My Lucky Life In and Out of Show Business by Dick Van Dyke
While reading this book, I constantly had people coming up to me (having seen Dick Van Dyke hamming it up on the cover) and exclaiming “Oh, I just love him!” Reading his memoir, only serves to reinforce this perception of Dick Van Dyke as a decent man and a talented entertainer. There is a particularly poignant part of the book where as a young man Dick Van Dyke made a very simple decision that he was absolutely not going to be involved in any projects that he would not be completely comfortable watching with his children. In Hollywood, that’s a daring thing. It is always the risky roles, the envelope pushing projects, that can propel an actor into the celebrity stratosphere. But those sorts of things don’t appeal to Van Dyke. He cares about the quality of his work and the legacy that he will one day leave behind. It’s refreshing to read the perspectives of such a selfless star.
On top of being a talented singer, dancer, actor, and comedian, he also has a knack for writing. The emotional honesty he puts into each chapter helps the reader to invest in the story, to get caught up in the drama of whether The Dick Van Dyke Show was going to get cancelled or not, to say “I knew it!” when he reveals that he did have a secret crush on Mary Tyler Moore, and to remember the magic of Walt Disney and Mary Poppins. He was also involved in a number of flops in his time, and he spends an equal amount of time writing about those projects as well.
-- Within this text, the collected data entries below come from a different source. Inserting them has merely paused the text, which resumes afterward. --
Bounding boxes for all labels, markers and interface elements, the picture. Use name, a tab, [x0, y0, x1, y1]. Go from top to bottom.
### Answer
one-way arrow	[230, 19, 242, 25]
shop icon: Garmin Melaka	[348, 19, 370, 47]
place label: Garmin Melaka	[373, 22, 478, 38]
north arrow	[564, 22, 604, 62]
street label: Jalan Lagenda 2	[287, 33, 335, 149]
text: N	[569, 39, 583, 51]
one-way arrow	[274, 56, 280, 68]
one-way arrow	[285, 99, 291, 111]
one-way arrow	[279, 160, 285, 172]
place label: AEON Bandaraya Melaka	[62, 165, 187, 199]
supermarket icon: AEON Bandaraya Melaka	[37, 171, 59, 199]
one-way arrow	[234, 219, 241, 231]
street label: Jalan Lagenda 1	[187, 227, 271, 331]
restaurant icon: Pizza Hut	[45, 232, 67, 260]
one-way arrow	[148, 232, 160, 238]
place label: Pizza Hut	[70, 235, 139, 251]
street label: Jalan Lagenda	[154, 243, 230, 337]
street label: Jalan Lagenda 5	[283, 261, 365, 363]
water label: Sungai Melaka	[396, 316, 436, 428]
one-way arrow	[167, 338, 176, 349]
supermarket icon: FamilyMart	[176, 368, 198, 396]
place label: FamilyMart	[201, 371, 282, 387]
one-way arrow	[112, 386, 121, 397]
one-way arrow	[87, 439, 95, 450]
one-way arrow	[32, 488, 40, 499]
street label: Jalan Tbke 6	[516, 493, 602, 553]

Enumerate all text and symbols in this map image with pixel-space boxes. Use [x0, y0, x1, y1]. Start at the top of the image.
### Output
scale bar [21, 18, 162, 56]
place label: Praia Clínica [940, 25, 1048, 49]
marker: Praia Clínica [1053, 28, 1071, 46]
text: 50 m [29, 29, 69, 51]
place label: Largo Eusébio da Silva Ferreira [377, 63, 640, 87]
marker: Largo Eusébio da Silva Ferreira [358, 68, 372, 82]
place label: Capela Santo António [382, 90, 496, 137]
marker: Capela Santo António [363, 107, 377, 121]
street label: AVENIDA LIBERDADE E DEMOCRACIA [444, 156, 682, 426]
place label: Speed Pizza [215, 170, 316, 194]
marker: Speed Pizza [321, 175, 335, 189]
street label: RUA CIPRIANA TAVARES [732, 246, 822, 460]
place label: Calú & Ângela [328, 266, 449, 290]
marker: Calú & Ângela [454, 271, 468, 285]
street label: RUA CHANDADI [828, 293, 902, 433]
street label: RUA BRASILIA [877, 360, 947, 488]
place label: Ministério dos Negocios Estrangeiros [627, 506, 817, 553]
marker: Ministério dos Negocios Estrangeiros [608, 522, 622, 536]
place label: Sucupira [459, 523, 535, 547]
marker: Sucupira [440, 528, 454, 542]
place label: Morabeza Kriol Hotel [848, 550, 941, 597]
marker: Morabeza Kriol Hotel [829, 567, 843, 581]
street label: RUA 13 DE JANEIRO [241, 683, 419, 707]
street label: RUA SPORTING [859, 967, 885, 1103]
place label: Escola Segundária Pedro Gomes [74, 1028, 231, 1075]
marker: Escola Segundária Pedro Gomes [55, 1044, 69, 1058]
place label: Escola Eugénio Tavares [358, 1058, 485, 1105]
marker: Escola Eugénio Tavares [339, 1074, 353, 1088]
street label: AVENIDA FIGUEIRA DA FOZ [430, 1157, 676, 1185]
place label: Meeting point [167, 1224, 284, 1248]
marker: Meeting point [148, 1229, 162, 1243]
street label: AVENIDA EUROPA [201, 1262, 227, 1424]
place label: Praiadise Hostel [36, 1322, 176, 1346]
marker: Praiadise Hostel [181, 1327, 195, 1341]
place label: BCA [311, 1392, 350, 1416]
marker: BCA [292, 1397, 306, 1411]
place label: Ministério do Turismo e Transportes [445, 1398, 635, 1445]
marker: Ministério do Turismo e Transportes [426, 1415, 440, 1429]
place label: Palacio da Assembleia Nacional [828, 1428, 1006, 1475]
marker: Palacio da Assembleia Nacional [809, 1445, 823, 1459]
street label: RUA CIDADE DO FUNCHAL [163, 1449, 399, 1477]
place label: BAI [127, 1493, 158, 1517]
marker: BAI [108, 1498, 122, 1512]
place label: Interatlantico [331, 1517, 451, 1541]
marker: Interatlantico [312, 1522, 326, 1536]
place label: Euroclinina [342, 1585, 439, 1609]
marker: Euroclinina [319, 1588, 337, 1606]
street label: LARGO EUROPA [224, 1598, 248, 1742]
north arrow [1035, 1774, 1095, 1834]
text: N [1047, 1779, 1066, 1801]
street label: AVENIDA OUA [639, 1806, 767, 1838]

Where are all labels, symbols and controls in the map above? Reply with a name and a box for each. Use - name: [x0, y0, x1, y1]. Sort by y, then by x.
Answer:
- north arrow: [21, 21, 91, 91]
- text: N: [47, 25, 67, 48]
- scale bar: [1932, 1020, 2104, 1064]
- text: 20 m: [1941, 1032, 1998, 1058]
He does it in such a way that it becomes apparent that it doesn’t seem to bother him. He was happy with each learning experience he received and took it all in stride.
He talks about the day that he received a star on Hollywood Boulevard. As they unveiled it for him, he was shocked to find they had forgotten the space in this last name, and the star read Dick Vandyke. He laughed it off and told them he didn’t mind much. That’s the kind of actor he always was. He has been in a number of successful television shows and movies and reading the book, one is constantly reminded of them. “Oh yeah, he was on ‘Scrubs’ that one time” and “Yeah, ‘Diagnosis Murder’ was kind of an awesome show.” I personally had grown up watching The Dick Van Dyke Show on Nick-at-Nite and after finishing the book quickly looked it up on Netflix. It is streaming, and the show stands the test of time of still being funny decades later.
The whole book isn’t one big pat on the back for being a good guy. One of the most memorable sections of the book is when he talks about how he fell in love with another woman, the painful reality of a divorce, and the guilt that consumed him while beginning the affair. He doesn’t make excuses for any of his faults. He explains his reasoning at the time, and it is obvious that he has always done the best he can in life.
Throughout, he is humble about his amazing career, constantly crediting others for any success that he had, and he is candid about being a recovering alcoholic and leaving his wife for another woman. Dick Van Dyke is not someone who got into show business for fame, for money, for notoriety. He became a performer, because he believed he had a calling to entertain others. Even now, well into his 80’s, he goes around to hospitals with his barbershop quartet and sings to sick children. He seems to be the great guy that all of his roles have portrayed him to be.